__Extracted data__:
-------------------------

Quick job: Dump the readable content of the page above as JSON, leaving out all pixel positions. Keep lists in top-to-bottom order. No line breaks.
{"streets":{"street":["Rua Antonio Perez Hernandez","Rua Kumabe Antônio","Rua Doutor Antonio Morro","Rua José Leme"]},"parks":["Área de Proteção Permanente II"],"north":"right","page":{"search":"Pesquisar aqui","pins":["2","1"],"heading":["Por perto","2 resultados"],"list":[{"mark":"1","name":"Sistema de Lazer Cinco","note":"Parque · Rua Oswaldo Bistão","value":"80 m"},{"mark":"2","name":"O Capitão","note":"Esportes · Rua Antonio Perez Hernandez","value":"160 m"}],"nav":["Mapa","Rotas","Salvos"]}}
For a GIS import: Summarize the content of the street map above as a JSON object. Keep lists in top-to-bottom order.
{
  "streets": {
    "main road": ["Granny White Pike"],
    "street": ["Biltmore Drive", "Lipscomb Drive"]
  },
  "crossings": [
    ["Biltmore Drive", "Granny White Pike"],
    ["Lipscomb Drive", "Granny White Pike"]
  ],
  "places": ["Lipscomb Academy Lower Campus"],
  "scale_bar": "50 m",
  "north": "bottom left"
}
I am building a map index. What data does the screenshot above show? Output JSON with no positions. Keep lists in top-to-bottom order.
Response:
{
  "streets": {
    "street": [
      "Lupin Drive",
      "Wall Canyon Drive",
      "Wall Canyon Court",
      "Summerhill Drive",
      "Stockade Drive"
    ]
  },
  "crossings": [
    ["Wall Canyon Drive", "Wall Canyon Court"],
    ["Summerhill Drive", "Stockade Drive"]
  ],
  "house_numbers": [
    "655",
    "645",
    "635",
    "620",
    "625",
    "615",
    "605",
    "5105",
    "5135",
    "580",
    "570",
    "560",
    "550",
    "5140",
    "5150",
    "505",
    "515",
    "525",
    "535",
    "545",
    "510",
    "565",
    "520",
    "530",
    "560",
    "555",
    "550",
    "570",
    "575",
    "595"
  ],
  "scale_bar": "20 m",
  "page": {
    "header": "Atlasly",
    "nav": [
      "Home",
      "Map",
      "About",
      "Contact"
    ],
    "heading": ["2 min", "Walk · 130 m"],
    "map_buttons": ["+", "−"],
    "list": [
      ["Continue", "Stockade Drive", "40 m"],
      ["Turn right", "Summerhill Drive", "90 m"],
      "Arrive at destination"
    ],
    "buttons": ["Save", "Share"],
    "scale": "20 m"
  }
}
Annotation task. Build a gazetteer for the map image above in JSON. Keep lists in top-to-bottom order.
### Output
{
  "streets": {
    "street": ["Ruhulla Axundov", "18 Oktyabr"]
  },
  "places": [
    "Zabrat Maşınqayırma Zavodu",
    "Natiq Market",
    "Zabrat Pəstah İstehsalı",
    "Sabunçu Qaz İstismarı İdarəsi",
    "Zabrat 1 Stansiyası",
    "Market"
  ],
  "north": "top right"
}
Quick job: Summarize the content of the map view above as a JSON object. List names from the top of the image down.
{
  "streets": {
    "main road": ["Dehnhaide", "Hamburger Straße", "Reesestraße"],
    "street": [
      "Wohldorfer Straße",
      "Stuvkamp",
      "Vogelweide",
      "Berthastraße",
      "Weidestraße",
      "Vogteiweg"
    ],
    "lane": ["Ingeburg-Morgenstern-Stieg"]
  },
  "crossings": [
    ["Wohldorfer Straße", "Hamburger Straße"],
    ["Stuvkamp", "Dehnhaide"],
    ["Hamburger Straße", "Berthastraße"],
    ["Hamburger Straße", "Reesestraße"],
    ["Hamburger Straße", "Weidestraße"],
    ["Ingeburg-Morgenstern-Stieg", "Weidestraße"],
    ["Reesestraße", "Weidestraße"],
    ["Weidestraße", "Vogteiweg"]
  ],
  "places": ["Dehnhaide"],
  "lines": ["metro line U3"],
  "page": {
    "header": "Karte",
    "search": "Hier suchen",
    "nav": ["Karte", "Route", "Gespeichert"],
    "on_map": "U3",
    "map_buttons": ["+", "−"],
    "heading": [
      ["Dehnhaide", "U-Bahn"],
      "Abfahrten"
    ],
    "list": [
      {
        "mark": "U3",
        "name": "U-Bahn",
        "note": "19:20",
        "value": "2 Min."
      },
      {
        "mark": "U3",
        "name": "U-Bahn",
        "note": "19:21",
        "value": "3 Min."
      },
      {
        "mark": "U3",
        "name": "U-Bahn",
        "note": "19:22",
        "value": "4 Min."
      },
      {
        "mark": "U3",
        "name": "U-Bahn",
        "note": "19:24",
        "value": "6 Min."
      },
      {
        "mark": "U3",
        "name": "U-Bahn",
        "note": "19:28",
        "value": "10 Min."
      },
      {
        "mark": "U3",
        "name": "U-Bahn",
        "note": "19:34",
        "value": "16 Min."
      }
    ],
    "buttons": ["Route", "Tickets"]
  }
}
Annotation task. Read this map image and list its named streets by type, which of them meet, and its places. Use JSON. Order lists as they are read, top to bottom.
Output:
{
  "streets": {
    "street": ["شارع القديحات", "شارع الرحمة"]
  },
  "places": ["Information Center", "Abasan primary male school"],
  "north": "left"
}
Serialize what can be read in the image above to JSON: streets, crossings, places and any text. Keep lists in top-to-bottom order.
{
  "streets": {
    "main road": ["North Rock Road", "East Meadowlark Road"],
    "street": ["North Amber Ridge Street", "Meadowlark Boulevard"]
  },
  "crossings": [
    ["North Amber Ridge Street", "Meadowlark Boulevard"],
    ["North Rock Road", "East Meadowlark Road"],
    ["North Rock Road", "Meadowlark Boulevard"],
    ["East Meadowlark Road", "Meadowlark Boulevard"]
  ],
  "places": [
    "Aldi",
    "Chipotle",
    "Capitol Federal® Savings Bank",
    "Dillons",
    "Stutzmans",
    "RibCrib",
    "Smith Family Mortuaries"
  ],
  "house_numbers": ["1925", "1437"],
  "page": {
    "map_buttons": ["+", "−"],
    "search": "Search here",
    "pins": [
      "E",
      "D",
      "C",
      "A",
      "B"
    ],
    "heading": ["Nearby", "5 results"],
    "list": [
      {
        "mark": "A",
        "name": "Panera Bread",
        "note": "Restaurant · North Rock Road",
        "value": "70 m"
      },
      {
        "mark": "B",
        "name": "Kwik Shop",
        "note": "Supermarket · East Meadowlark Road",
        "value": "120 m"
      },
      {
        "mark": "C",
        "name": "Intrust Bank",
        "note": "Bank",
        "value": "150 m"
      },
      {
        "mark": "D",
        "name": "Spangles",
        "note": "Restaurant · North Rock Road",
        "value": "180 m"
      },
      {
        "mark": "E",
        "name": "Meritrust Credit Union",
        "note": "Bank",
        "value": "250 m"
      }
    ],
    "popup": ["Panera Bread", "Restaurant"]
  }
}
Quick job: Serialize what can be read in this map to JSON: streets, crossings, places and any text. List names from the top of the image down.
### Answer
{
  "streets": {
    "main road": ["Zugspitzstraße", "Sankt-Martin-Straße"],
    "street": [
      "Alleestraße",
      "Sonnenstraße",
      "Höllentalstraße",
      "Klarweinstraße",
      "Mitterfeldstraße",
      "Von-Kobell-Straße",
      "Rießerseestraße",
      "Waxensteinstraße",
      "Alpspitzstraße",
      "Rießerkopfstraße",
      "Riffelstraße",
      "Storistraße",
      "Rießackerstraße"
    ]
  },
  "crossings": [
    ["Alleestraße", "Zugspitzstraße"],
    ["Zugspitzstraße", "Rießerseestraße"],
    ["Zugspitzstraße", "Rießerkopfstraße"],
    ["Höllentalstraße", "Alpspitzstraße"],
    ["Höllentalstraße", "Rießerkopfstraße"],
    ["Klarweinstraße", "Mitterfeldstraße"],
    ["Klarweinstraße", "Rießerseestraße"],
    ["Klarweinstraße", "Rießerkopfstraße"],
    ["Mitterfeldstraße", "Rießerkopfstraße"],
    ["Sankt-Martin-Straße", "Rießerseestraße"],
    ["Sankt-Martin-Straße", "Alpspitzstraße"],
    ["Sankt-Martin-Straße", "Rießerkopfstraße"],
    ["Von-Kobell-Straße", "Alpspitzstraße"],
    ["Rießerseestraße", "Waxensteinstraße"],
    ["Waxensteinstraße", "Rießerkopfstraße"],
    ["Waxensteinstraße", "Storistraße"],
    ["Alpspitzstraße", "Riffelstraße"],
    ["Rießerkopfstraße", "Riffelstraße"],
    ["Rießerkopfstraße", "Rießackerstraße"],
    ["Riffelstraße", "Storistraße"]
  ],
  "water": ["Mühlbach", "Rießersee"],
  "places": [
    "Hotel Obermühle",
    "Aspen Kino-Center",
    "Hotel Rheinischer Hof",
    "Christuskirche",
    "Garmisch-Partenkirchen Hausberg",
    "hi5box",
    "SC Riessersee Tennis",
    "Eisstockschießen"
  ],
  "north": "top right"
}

-------------------------

__Task goal__: Given the records above, return exactly the lines starting at the line containing "For a GIS import: Summarize" and ending at the line containing "I am building", including both.

__Your response__:
For a GIS import: Summarize the content of the street map above as a JSON object. Keep lists in top-to-bottom order.
{
  "streets": {
    "main road": ["Granny White Pike"],
    "street": ["Biltmore Drive", "Lipscomb Drive"]
  },
  "crossings": [
    ["Biltmore Drive", "Granny White Pike"],
    ["Lipscomb Drive", "Granny White Pike"]
  ],
  "places": ["Lipscomb Academy Lower Campus"],
  "scale_bar": "50 m",
  "north": "bottom left"
}
I am building a map index. What data does the screenshot above show? Output JSON with no positions. Keep lists in top-to-bottom order.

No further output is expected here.